*** Records provided Section Begins ***

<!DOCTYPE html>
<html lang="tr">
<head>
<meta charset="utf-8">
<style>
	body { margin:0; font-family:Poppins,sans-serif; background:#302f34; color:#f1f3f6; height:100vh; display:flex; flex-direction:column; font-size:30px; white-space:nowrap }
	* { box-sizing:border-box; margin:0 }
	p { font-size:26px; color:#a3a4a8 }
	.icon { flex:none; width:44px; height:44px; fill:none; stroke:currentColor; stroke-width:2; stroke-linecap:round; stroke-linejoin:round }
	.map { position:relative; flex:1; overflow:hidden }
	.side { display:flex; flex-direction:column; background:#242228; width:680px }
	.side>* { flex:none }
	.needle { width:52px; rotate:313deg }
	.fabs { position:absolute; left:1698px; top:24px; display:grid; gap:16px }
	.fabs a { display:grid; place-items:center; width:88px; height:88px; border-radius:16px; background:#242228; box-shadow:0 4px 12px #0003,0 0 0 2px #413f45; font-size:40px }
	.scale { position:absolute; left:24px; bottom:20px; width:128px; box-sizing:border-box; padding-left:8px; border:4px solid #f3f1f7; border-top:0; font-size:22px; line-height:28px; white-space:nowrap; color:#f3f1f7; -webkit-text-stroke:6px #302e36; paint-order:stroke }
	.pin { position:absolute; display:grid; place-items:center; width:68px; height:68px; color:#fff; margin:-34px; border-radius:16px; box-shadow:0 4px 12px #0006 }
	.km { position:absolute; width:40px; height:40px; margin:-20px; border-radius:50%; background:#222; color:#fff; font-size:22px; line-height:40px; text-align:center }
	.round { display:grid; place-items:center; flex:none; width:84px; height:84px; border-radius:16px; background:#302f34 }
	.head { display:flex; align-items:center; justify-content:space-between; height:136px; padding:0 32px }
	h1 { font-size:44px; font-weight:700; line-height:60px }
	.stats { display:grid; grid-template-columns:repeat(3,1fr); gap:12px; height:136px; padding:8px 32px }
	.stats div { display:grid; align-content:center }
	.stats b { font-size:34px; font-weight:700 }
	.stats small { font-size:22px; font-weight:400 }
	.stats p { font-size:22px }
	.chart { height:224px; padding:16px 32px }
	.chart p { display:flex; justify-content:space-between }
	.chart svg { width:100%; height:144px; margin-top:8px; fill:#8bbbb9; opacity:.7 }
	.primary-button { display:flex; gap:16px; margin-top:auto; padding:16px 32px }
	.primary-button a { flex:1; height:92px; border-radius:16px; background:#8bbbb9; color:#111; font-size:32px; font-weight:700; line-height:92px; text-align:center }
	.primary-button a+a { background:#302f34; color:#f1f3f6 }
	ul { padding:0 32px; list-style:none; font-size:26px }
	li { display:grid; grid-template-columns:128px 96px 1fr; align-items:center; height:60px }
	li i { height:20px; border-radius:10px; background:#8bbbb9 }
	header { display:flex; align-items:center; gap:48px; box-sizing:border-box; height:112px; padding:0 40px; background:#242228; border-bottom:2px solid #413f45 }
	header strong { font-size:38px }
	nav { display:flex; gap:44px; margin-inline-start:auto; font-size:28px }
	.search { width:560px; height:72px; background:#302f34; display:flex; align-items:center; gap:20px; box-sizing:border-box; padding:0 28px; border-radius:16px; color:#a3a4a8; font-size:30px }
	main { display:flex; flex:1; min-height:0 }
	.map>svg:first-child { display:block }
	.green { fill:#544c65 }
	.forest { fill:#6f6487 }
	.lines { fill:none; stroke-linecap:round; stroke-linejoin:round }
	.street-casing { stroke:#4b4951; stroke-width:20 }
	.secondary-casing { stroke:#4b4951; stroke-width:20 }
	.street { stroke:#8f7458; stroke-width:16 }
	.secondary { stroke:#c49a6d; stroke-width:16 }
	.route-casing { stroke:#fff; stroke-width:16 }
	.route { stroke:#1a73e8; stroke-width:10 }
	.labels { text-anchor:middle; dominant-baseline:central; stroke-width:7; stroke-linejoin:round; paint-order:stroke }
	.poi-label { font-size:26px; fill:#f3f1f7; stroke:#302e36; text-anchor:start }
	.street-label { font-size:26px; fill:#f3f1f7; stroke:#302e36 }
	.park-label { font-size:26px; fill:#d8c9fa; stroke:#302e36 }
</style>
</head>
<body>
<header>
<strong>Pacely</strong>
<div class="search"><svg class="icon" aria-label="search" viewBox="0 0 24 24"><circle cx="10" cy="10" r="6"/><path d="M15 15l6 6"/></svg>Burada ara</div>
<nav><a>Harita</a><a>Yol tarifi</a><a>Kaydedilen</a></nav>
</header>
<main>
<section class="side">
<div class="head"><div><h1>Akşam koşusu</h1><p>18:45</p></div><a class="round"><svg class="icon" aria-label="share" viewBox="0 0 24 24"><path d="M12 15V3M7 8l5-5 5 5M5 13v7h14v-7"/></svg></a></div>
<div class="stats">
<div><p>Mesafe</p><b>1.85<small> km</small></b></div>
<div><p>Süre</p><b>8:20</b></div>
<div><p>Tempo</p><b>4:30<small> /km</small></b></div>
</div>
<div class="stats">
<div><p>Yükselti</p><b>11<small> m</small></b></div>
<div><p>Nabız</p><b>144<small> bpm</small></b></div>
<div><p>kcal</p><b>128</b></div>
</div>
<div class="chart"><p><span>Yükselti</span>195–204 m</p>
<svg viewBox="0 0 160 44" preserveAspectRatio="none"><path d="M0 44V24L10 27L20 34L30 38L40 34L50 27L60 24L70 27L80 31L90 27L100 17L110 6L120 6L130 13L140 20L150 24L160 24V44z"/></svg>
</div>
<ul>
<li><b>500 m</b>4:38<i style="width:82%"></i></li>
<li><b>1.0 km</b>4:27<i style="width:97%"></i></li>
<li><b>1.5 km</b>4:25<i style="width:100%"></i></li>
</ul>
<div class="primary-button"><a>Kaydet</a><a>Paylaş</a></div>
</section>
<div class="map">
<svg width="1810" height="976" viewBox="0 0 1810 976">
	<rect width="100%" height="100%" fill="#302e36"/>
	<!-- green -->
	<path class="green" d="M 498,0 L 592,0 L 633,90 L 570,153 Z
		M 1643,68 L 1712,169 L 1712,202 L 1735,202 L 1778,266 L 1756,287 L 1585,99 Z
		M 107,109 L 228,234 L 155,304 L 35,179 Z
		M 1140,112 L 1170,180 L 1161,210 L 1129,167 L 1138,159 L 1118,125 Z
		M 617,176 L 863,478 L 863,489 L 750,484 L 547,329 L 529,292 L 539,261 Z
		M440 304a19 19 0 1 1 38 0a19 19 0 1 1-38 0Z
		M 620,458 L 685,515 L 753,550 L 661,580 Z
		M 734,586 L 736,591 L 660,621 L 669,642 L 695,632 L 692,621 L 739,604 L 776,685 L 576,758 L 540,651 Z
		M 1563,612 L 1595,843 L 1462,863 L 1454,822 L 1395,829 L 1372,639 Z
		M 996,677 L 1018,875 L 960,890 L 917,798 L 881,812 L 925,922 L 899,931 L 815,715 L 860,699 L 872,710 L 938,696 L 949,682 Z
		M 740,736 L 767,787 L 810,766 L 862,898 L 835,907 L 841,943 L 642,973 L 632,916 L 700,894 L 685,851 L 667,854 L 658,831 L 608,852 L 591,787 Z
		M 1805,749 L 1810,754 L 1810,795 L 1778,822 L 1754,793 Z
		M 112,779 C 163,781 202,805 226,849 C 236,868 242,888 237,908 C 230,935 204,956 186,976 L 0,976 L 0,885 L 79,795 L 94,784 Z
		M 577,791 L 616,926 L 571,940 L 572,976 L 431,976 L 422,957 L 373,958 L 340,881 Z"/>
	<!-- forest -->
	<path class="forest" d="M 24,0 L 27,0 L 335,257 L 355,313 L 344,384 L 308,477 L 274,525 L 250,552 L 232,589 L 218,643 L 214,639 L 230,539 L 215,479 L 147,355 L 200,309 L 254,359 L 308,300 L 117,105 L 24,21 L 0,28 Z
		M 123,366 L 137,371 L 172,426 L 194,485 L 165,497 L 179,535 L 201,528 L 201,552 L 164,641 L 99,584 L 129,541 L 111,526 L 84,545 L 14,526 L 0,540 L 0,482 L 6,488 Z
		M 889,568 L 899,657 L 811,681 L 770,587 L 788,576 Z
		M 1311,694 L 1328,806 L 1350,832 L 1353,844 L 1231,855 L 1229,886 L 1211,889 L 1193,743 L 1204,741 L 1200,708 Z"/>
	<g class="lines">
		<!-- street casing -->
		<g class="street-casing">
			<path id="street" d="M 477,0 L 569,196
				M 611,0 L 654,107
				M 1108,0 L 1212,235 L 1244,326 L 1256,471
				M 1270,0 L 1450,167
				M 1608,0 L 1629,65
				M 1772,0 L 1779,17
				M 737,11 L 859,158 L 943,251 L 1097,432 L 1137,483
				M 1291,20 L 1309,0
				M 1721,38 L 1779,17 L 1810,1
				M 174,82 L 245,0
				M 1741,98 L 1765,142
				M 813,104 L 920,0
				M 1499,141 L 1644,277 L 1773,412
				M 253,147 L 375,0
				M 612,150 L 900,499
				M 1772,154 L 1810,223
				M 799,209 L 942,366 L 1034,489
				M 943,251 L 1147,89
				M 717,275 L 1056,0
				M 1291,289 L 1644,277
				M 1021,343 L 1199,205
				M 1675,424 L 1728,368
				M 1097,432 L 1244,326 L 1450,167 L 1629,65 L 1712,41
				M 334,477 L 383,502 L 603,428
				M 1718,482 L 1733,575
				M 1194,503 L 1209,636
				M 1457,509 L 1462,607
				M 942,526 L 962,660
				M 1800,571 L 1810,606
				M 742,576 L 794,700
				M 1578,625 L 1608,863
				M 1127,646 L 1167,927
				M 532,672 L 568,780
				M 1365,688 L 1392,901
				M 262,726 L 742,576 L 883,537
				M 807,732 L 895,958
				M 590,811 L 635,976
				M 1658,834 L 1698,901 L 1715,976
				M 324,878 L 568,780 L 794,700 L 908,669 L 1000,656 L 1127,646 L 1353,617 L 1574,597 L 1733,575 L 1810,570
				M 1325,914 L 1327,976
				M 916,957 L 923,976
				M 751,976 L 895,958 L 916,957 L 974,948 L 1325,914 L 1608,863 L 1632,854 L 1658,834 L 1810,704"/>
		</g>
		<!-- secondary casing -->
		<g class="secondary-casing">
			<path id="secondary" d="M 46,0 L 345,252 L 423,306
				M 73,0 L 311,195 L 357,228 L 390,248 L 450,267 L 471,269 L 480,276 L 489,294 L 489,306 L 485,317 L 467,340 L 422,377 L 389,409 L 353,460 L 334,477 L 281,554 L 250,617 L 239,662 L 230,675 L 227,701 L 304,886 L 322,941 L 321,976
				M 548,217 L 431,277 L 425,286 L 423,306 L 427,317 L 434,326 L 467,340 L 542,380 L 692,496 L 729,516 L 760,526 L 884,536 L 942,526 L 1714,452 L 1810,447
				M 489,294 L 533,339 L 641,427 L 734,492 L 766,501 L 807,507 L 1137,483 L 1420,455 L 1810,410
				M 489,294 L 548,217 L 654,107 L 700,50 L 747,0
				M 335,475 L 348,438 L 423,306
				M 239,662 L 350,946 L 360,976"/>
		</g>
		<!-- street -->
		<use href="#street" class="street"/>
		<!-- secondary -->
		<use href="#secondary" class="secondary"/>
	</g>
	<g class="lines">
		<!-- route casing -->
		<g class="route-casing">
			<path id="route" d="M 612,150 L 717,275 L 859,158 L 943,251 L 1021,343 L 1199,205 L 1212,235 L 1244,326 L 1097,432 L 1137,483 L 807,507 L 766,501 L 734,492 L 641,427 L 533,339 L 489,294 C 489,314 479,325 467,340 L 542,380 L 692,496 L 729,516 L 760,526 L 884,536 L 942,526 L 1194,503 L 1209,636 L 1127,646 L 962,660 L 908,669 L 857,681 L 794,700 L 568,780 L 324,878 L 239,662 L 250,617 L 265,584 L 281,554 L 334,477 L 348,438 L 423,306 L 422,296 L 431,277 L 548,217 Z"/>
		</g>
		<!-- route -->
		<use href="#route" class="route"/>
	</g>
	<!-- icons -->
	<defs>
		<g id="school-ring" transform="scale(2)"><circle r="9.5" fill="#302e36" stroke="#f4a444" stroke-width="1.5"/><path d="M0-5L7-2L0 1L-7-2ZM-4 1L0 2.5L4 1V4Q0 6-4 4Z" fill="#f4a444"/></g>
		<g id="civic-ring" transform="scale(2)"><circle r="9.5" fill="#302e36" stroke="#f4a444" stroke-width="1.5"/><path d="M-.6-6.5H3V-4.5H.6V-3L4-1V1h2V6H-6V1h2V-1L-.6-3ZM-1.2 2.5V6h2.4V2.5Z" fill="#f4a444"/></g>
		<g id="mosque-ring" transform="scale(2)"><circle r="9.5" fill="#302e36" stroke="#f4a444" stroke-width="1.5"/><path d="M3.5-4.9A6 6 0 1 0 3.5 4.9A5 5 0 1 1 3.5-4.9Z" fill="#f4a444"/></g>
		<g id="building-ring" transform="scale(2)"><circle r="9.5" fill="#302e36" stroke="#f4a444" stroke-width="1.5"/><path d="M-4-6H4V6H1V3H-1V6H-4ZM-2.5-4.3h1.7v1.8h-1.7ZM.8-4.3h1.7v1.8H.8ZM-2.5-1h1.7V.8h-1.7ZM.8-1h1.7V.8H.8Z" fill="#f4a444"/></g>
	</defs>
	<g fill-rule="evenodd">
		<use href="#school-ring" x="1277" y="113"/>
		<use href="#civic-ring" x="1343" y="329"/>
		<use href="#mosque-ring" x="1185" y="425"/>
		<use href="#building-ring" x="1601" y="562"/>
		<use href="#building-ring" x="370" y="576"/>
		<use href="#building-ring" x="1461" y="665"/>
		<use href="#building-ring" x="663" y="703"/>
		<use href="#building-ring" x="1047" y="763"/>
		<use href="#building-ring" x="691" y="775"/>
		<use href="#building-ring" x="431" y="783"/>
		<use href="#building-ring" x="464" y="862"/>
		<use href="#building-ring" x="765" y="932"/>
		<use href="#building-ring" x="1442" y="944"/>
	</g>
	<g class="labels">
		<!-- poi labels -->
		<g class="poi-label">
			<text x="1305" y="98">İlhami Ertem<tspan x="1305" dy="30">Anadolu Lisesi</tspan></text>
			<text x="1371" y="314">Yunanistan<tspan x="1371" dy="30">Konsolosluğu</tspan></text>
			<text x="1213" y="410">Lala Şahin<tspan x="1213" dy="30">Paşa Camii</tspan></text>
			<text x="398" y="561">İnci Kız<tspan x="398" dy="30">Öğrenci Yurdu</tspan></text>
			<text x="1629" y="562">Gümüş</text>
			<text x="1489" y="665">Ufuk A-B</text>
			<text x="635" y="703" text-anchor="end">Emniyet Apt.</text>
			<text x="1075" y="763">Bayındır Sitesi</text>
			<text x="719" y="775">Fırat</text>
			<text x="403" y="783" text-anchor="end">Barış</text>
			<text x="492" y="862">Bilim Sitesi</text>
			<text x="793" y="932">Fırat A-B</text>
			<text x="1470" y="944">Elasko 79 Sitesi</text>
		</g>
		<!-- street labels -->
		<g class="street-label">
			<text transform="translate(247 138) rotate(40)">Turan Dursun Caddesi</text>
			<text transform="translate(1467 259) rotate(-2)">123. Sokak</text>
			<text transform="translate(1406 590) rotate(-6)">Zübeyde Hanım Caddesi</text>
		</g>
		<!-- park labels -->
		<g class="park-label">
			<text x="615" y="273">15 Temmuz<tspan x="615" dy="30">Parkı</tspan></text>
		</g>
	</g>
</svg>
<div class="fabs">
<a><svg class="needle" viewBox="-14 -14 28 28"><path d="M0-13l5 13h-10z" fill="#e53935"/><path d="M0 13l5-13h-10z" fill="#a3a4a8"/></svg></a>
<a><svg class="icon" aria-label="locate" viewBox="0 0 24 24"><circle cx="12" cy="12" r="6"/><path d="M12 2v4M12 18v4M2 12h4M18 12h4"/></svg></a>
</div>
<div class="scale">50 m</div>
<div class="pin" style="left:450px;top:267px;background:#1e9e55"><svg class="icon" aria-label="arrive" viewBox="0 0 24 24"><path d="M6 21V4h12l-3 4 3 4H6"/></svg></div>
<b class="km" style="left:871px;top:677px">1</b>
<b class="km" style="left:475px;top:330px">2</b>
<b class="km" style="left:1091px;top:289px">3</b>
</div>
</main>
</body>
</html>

*** Records provided Section Ends ***

> Goal of the exercise
Taking the entries above, write out exactly each line from the one holding "<nav><a>Harita</a><a>Yol tarifi</a><a>Kaydedilen</a></nav>" to the one holding "<div><p>Süre</p><b>8:20</b></div>", both included, and stop there.

> Solution to this problem
<nav><a>Harita</a><a>Yol tarifi</a><a>Kaydedilen</a></nav>
</header>
<main>
<section class="side">
<div class="head"><div><h1>Akşam koşusu</h1><p>18:45</p></div><a class="round"><svg class="icon" aria-label="share" viewBox="0 0 24 24"><path d="M12 15V3M7 8l5-5 5 5M5 13v7h14v-7"/></svg></a></div>
<div class="stats">
<div><p>Mesafe</p><b>1.85<small> km</small></b></div>
<div><p>Süre</p><b>8:20</b></div>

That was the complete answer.